§ **Data excerpts**
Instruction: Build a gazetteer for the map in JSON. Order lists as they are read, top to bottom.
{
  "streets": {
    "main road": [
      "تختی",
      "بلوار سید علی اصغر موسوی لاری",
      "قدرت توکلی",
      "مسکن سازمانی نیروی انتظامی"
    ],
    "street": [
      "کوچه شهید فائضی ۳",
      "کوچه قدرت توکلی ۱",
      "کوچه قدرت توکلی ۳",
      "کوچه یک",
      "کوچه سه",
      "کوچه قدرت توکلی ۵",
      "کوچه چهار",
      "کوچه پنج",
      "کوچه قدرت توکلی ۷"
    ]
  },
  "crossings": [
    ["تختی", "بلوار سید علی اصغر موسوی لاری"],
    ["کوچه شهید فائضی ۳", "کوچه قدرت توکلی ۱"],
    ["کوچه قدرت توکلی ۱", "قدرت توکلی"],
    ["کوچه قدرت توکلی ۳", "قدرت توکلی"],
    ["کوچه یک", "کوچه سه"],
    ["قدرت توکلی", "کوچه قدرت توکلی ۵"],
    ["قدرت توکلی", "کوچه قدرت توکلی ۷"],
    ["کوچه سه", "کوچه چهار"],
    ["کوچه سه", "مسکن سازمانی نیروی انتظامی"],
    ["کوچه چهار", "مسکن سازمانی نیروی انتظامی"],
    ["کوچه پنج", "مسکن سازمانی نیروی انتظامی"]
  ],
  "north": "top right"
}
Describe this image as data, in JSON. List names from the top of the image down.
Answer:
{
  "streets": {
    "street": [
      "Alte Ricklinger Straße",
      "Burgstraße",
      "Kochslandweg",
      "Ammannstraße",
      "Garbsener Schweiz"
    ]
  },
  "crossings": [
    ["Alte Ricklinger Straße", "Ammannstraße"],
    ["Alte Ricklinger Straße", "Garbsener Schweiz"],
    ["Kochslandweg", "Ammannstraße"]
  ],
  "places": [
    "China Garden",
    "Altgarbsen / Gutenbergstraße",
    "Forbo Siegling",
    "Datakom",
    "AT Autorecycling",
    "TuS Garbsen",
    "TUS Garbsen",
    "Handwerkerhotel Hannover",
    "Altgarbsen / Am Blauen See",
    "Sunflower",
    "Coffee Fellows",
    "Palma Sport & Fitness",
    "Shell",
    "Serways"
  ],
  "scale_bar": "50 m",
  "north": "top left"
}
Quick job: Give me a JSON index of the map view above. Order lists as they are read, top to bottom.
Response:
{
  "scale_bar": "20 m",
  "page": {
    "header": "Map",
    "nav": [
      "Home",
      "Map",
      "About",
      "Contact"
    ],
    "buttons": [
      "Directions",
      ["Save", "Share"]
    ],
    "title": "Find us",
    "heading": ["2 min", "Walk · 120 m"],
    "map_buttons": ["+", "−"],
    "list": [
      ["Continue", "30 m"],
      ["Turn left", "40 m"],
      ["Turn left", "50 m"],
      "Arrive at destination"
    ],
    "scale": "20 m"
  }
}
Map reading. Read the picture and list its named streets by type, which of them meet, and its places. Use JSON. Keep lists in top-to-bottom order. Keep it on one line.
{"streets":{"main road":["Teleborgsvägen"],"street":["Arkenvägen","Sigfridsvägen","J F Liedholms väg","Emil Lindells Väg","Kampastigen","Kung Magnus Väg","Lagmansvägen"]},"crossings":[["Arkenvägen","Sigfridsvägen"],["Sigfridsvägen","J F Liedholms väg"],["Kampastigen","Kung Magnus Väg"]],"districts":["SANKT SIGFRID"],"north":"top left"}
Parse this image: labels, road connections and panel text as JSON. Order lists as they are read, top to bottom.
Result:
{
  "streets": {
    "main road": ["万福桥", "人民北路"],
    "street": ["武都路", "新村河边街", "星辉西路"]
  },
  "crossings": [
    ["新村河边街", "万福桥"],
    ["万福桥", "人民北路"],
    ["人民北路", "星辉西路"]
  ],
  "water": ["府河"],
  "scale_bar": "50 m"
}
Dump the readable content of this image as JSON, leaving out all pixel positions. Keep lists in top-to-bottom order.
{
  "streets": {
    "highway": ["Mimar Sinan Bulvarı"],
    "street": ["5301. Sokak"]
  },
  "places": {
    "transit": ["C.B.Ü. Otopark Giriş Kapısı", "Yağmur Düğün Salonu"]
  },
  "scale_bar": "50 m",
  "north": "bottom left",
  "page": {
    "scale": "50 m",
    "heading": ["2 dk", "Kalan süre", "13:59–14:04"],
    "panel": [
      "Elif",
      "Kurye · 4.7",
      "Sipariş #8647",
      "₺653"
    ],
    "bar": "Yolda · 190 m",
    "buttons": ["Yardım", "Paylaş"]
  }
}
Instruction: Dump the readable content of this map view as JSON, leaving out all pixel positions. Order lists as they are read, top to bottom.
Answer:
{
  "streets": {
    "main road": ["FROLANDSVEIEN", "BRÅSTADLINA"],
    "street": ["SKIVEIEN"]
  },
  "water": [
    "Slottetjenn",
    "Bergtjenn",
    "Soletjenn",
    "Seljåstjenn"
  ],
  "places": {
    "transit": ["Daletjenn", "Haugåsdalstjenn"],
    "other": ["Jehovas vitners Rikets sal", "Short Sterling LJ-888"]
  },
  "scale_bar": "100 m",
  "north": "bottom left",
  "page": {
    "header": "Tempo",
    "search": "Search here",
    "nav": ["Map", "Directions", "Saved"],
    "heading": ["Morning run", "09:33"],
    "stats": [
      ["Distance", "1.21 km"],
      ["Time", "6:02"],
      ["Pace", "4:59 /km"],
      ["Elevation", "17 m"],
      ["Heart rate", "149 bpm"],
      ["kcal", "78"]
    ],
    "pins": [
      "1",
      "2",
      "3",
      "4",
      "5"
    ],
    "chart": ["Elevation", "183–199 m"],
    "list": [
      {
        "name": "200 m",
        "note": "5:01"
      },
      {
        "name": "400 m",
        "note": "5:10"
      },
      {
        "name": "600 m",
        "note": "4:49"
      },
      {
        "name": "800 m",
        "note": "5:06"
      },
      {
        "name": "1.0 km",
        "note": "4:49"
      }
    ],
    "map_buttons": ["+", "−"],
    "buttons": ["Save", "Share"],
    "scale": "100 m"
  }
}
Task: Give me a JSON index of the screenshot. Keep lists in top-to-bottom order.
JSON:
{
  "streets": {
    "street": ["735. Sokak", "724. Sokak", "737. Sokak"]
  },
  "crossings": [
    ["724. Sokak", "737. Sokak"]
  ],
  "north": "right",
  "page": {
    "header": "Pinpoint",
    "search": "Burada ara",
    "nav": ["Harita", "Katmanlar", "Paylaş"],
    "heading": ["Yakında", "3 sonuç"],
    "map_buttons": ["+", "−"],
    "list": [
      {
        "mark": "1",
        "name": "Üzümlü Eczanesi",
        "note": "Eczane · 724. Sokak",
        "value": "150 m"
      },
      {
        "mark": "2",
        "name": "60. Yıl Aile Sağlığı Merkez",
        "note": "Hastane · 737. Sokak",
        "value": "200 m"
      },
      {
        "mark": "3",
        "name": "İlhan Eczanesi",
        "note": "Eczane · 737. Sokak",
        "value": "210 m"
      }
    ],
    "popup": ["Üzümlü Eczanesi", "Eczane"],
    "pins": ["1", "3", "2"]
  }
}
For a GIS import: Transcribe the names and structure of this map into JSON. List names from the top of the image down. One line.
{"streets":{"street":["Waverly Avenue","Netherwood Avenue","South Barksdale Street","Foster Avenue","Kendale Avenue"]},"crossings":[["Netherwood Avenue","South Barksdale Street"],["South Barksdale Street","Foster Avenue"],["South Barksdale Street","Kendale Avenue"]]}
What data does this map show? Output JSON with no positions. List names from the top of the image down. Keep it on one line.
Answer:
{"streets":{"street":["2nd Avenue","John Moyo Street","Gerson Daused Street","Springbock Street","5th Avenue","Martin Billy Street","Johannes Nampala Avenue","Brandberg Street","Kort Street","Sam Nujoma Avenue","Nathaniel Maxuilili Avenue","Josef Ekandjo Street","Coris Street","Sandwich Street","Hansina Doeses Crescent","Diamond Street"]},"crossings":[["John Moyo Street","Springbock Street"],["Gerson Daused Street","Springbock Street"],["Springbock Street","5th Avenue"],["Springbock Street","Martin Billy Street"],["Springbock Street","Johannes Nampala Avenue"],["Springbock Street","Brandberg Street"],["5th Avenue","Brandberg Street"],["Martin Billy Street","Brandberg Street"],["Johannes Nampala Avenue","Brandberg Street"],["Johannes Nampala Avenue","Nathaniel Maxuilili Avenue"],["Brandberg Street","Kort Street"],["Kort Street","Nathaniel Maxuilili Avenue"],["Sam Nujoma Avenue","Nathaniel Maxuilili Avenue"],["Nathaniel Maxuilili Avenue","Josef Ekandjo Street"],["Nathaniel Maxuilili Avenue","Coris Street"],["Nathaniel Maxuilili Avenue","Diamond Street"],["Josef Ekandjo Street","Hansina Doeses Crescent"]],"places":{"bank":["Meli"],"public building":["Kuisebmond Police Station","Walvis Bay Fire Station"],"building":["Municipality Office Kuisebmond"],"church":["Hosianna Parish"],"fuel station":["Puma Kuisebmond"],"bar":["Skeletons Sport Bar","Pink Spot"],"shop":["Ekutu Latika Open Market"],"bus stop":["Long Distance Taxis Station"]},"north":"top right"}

§ **Task details**
Retype the portion of the data above that starts on the line with "Parse this image: labels, road" and finishes on the line with "Instruction: Dump the", including both of those lines.

§ **Exercise result**
Parse this image: labels, road connections and panel text as JSON. Order lists as they are read, top to bottom.
Result:
{
  "streets": {
    "main road": ["万福桥", "人民北路"],
    "street": ["武都路", "新村河边街", "星辉西路"]
  },
  "crossings": [
    ["新村河边街", "万福桥"],
    ["万福桥", "人民北路"],
    ["人民北路", "星辉西路"]
  ],
  "water": ["府河"],
  "scale_bar": "50 m"
}
Dump the readable content of this image as JSON, leaving out all pixel positions. Keep lists in top-to-bottom order.
{
  "streets": {
    "highway": ["Mimar Sinan Bulvarı"],
    "street": ["5301. Sokak"]
  },
  "places": {
    "transit": ["C.B.Ü. Otopark Giriş Kapısı", "Yağmur Düğün Salonu"]
  },
  "scale_bar": "50 m",
  "north": "bottom left",
  "page": {
    "scale": "50 m",
    "heading": ["2 dk", "Kalan süre", "13:59–14:04"],
    "panel": [
      "Elif",
      "Kurye · 4.7",
      "Sipariş #8647",
      "₺653"
    ],
    "bar": "Yolda · 190 m",
    "buttons": ["Yardım", "Paylaş"]
  }
}
Instruction: Dump the readable content of this map view as JSON, leaving out all pixel positions. Order lists as they are read, top to bottom.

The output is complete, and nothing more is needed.